CUT = missed the half-way cut

DQ = disqualified

WD = withdrew

"T" = tied

===Summary===

| Tournament | Wins | 2nd | 3rd | Top-5 | Top-10 | Top-25 | Events | Cuts made |
|---|---|---|---|---|---|---|---|---|
| Masters Tournament | 0 | 0 | 1 | 1 | 1 | 1 | 4 | 2 |
| U.S. Open | 0 | 0 | 0 | 0 | 1 | 3 | 8 | 4 |
| The Open Championship | 0 | 0 | 0 | 0 | 0 | 2 | 8 | 6 |
| PGA Championship | 0 | 0 | 0 | 0 | 1 | 2 | 8 | 7 |
| Totals | 0 | 0 | 1 | 1 | 3 | 8 | 28 | 19 |

- Most consecutive cuts made – 9 (2005 Open Championship – 2009 Open Championship)
- Longest streak of top-10s – 1 (three times)

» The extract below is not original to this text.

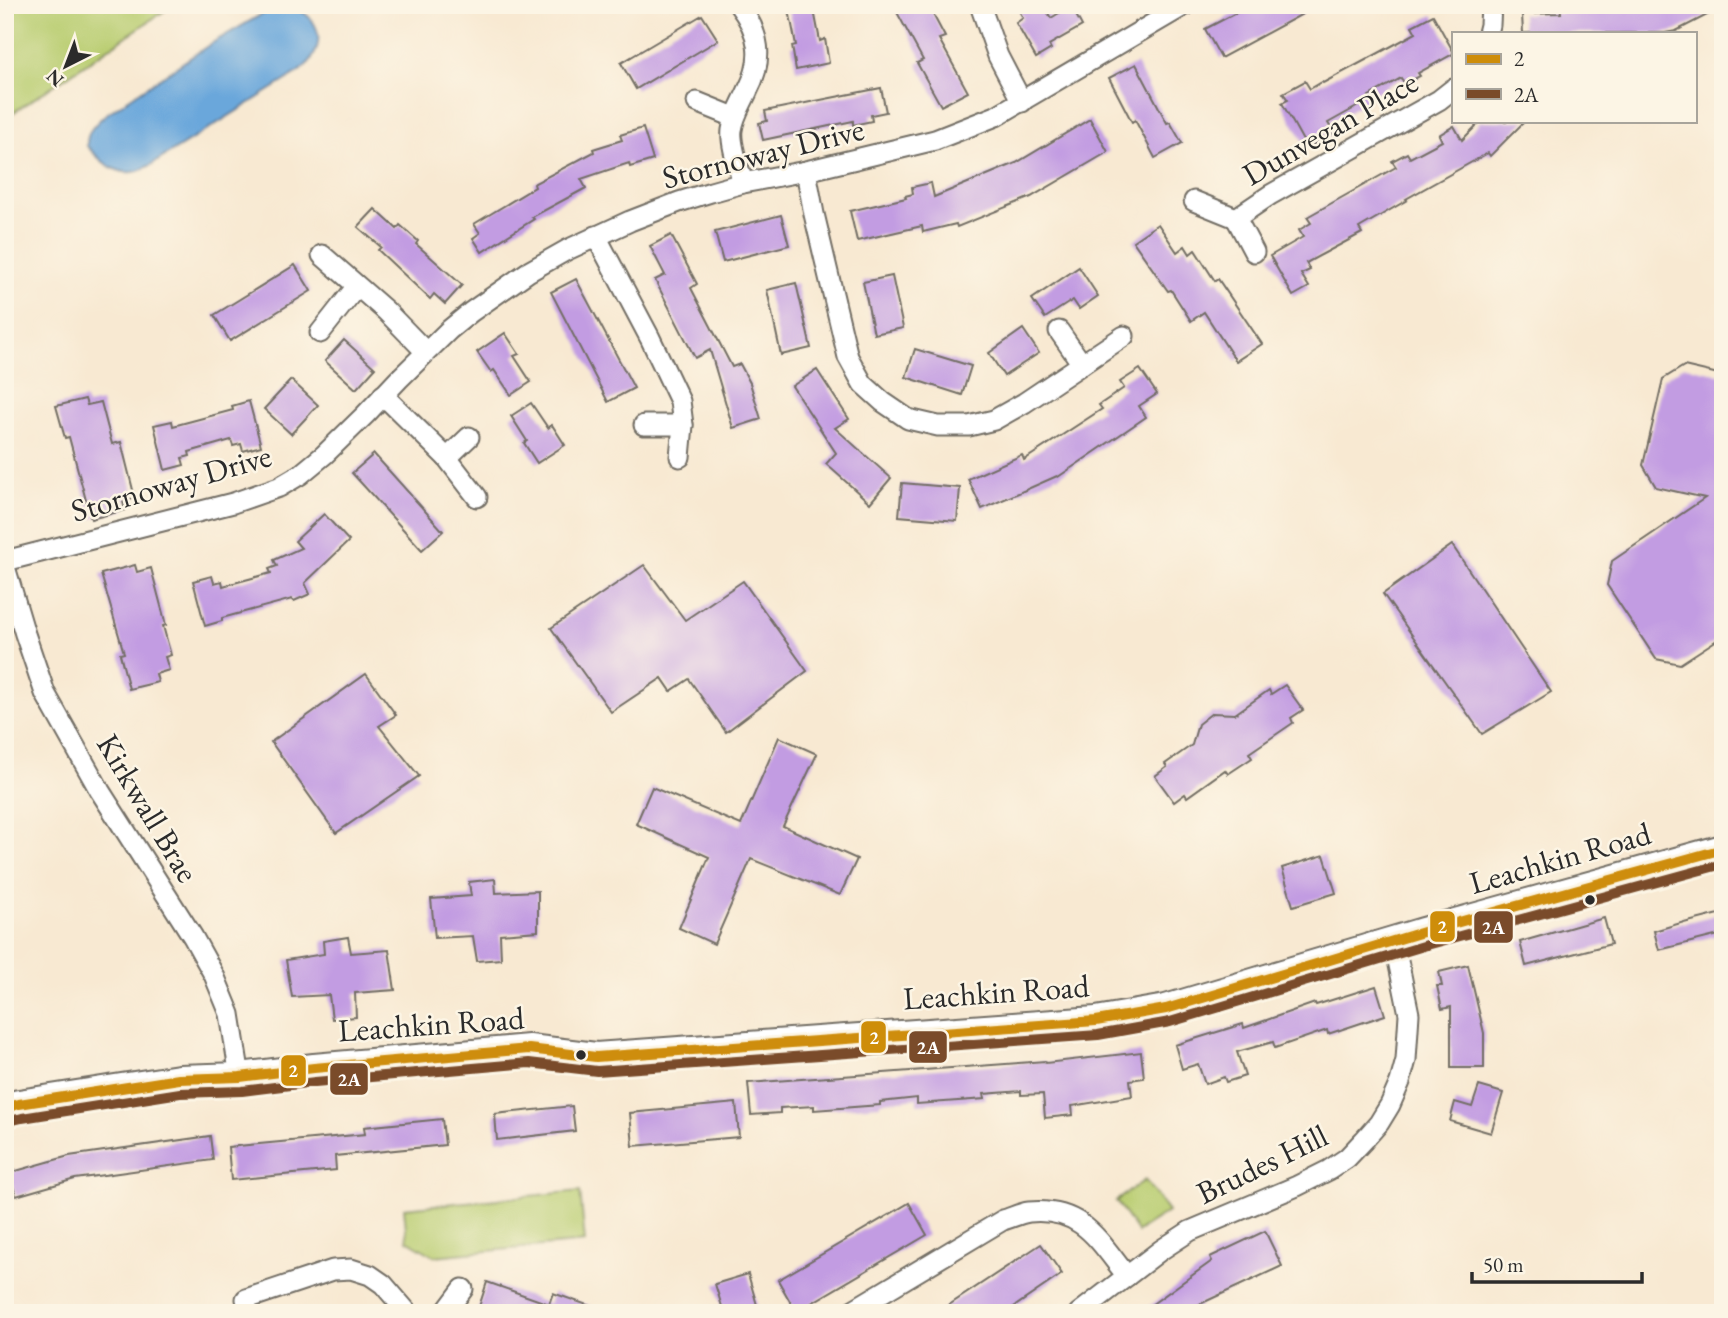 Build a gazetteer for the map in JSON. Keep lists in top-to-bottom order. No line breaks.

==Results in The Players Championship==

| Tournament | 2011 | 2012 | 2013 |
|---|---|---|---|
| The Players Championship | T19 | T15 | T72 |

"T" indicates a tie for a place

==Results in World Golf Championships==

| Tournament | 2008 | 2009 | 2010 | 2011 | 2012 | 2013 | 2014 |
|---|---|---|---|---|---|---|---|
| Match Play | R64 | R16 | R64 | R64 | QF | R32 | R32 |
| Championship | T61 | T40 | T26 | T55 | T4 | T8 |  |
| Invitational |  |  | 8 | T21 | T63 | T33 |  |
| Champions |  | T31 | T6 | T33 | T24 | T21 |  |

QF, R16, R32, R64 = Round in which player lost in match play

"T" = Tied

Note that the HSBC Champions did not become a WGC event until 2009.

==Team appearances==
Amateur
- European Amateur Team Championship (representing Sweden): 1997
- European Youths' Team Championship (representing Sweden): 1998
- Eisenhower Trophy (representing Sweden): 1998
- St Andrews Trophy (representing the Continent of Europe): 1998 (winners)
- Bonallack Trophy (representing Europe): 1998 (winners)

Professional
- Seve Trophy (representing Continental Europe): 2005, 2007, 2009, 2011
- World Cup (representing Sweden): 2007, 2013
- Royal Trophy (representing Europe): 2010 (winners), 2011 (winners)
- Ryder Cup (representing Europe): 2010 (winners), 2012 (winners). His personal Ryder Cup record is 1 win and 4 losses.